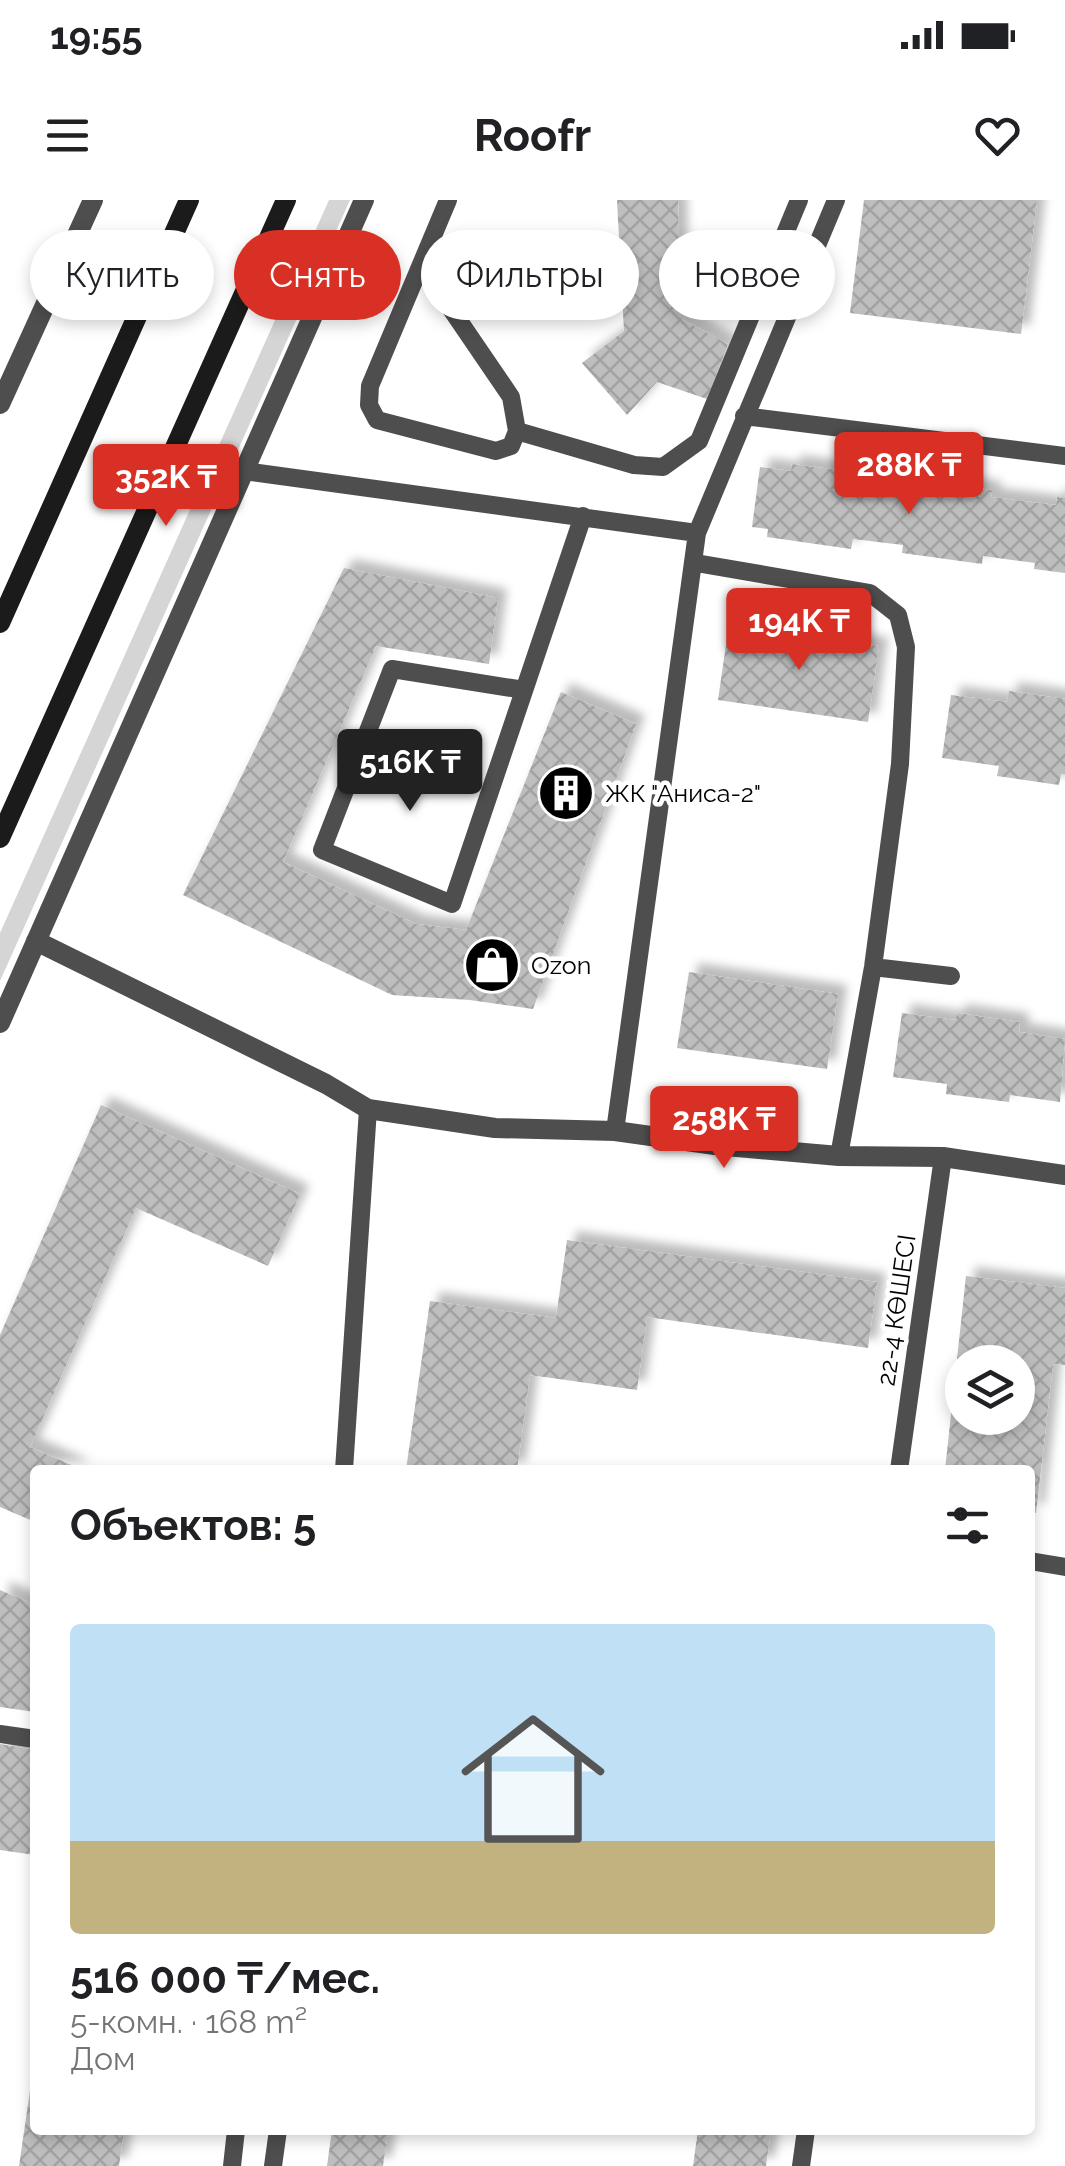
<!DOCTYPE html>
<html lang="ru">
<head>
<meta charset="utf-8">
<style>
  :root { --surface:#fff; --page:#f6f6f6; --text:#202124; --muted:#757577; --accent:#d93025 }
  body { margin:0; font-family:Raleway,sans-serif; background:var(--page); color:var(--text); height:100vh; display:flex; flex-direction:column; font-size:38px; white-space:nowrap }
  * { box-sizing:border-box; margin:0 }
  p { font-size:32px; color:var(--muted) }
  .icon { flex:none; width:55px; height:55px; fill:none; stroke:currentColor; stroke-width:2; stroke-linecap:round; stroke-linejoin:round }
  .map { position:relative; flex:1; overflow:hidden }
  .details { position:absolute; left:30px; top:1265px; width:1005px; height:670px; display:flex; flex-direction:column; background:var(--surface); border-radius:10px; box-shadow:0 5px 15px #0003 }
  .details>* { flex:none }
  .guide { position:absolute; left:30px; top:30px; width:1005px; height:90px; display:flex; gap:20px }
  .fabs { position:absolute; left:945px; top:1145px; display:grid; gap:20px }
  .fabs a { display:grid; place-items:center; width:90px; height:90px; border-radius:50%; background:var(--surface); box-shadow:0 5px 15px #0003; font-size:50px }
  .price { position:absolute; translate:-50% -85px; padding:0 22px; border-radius:10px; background:var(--accent); color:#fff; font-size:32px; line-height:65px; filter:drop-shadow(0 2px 5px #0008) }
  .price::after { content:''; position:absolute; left:50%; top:60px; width:30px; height:22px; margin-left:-15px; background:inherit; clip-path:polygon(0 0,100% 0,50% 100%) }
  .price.selected { background:#222; color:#fff }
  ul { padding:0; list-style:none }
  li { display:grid; align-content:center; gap:20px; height:530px; padding:0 40px }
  li span { display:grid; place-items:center; height:310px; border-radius:10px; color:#555 }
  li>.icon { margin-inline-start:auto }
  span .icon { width:180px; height:180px; fill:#fffc; stroke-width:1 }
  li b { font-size:42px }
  h2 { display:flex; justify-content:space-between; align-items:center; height:120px; padding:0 40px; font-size:42px }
  .tag { padding:0 35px; border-radius:45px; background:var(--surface); box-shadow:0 5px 15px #0003; font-size:35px; line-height:90px }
  .tag.selected { background:var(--accent); color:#fff }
  .status { display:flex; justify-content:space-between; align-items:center; height:70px; padding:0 50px; background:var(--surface); direction:ltr }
  .status svg { height:28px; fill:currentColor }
  header { display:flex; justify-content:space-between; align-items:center; height:130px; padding:0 40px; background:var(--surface); font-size:45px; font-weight:700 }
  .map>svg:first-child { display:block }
</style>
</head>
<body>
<div class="status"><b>19:55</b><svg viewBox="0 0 49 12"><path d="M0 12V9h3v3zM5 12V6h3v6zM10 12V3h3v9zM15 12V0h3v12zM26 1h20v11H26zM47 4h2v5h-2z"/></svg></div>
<header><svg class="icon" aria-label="menu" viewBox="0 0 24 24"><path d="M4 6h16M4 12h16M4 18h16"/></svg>Roofr<svg class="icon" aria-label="heart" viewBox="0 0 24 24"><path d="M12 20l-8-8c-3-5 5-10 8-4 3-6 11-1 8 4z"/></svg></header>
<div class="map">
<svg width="1065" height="1966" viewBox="0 0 1065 1966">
  <defs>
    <pattern id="building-cross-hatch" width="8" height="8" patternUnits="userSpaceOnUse" patternTransform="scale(2.5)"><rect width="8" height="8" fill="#bebebe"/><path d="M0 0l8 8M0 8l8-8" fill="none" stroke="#a2a2a2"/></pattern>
    <filter id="shadow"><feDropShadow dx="9" dy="-9" stdDeviation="5" flood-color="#0004"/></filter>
  </defs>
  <rect width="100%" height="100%" fill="#fff"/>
  <!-- green -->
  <path fill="#d5d5d5" d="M329 0H350L0 781V733Z"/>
  <!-- building -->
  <path fill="url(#building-cross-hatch)" fill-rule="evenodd" filter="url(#shadow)" d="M617 0H678L681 119 728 144 707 199 657 182 627 215 582 163 624 131Z
    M864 0H1037L1021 134 850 113Z
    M792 264 862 273 861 281 924 289 925 281 992 290 991 297 1056 305 1057 297 1065 298V373L1034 369 1035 363 983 356 982 364 902 353 903 345 853 339 851 349 767 337 768 329 752 327 760 267 791 271Z
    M344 368 498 398 489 464 376 446 283 662 416 724 466 730 561 492 636 524 533 809 470 800 392 795 183 695Z
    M729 424 879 446 868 522 718 500Z
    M1009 491 1065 499V574H1061L1059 585 997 576 999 566 942 558 951 495 1007 502Z
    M689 772 838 794 827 869 677 848Z
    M902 813 955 820 957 813 1020 822 1019 832 1065 839 1060 902 1010 895 1009 902 946 894 947 884 893 877Z
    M101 905 300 994 268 1066 136 1008 30 1247 83 1270H35V1322L0 1307V1135Z
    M567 1040 877 1082 868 1148 647 1117 637 1190 530 1175 517 1270H406L430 1101 556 1118Z
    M966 1076 1065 1088V1165L1053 1164 1036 1313 1030 1312V1270H945ZM962 1162H1018V1218H962Z
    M0 1390 35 1405V1512L0 1507Z
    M0 1544 35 1550V1655L0 1650Z
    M33 1870 35 1930H124L119 1966H19Z
    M332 1930H388L383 1966H327Z
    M698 1930H771L766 1966H693Z"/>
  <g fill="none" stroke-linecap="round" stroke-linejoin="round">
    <!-- service -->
    <path stroke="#4e4e4e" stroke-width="18" d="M421 65 511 197 517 231 511 246 496 251 377 220 369 205 370 186 448 0
      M744 216 1065 256
      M517 231 634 265 663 267 699 241 799 0
      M244 271 697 333
      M696 363 870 393 898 415 906 447 900 564 873 767 839 956
      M524 490 392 469 322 650 452 704 583 316
      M873 767 951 776
      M615 931 697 333 836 0
      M344 1270 368 909
      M899 1270 943 957
      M1030 1361 1065 1367
      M0 1534 35 1539
      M232 1966 236 1930
      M273 1966 278 1930
      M801 1966 806 1930"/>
    <!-- minor -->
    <path stroke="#4e4e4e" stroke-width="20" d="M0 204 93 0
      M36 741 326 884 368 909 495 928 615 931 715 945 839 956 943 957 1065 975
      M0 823 364 0"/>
    <!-- secondary -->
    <path stroke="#1b1b1b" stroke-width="20" d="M0 423 189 0
      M0 638 286 0"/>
  </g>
  <!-- icons -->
  <defs>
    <g id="building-disc" transform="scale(2.875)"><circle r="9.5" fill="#000" stroke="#fff"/><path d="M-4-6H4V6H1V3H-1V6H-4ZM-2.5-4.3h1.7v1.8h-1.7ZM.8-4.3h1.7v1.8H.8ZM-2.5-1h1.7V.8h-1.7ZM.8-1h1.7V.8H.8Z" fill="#fff"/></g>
    <g id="shop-disc" transform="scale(2.875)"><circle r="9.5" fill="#000" stroke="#fff"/><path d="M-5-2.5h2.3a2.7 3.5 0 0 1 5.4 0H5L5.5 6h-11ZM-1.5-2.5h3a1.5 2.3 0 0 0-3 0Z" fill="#fff"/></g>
  </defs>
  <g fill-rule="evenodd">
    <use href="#building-disc" x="566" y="593"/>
    <use href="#shop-disc" x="492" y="765"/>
  </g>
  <g text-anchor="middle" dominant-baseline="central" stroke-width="9" stroke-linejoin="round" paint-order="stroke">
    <!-- poi labels -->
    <g font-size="25" fill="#000" stroke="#fff" text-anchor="start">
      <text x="605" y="593">ЖК "Аниса-2"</text>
      <text x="531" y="765">Ozon</text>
    </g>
    <!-- street labels -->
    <g font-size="25" fill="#000" stroke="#fff">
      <text transform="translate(896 1110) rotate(-82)">22-4 КӨШЕСІ</text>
    </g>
  </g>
</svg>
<div class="fabs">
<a><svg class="icon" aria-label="layers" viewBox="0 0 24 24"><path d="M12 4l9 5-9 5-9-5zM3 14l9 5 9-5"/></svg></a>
</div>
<b class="price" style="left:909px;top:317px">288K ₸</b>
<b class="price" style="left:166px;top:329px">352K ₸</b>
<b class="price" style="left:799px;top:473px">194K ₸</b>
<b class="price selected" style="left:410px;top:614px">516K ₸</b>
<b class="price" style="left:724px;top:971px">258K ₸</b>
<div class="guide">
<a class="tag">Купить</a>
<a class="tag selected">Снять</a>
<a class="tag">Фильтры</a>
<a class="tag">Новое</a>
</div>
<section class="details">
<h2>Объектов: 5<svg class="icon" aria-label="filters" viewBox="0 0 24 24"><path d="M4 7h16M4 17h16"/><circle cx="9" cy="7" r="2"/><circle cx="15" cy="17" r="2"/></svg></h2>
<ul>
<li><span style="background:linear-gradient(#bfe0f5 70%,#c2b280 0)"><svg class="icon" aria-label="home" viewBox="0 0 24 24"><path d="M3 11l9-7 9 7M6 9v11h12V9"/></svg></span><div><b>516 000 ₸/мес.</b><p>5-комн. · 168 m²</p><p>Дом</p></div></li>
</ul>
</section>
</div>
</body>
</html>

=-=-=

Work item: Pictures are to be left out; the lines from the start of the records above through the line holding "--surface:#fff; --page:#f6f6f6; --text:#202124;" are to be returned exactly.

Solution:
<!DOCTYPE html>
<html lang="ru">
<head>
<meta charset="utf-8">
<style>
  :root { --surface:#fff; --page:#f6f6f6; --text:#202124; --muted:#757577; --accent:#d93025 }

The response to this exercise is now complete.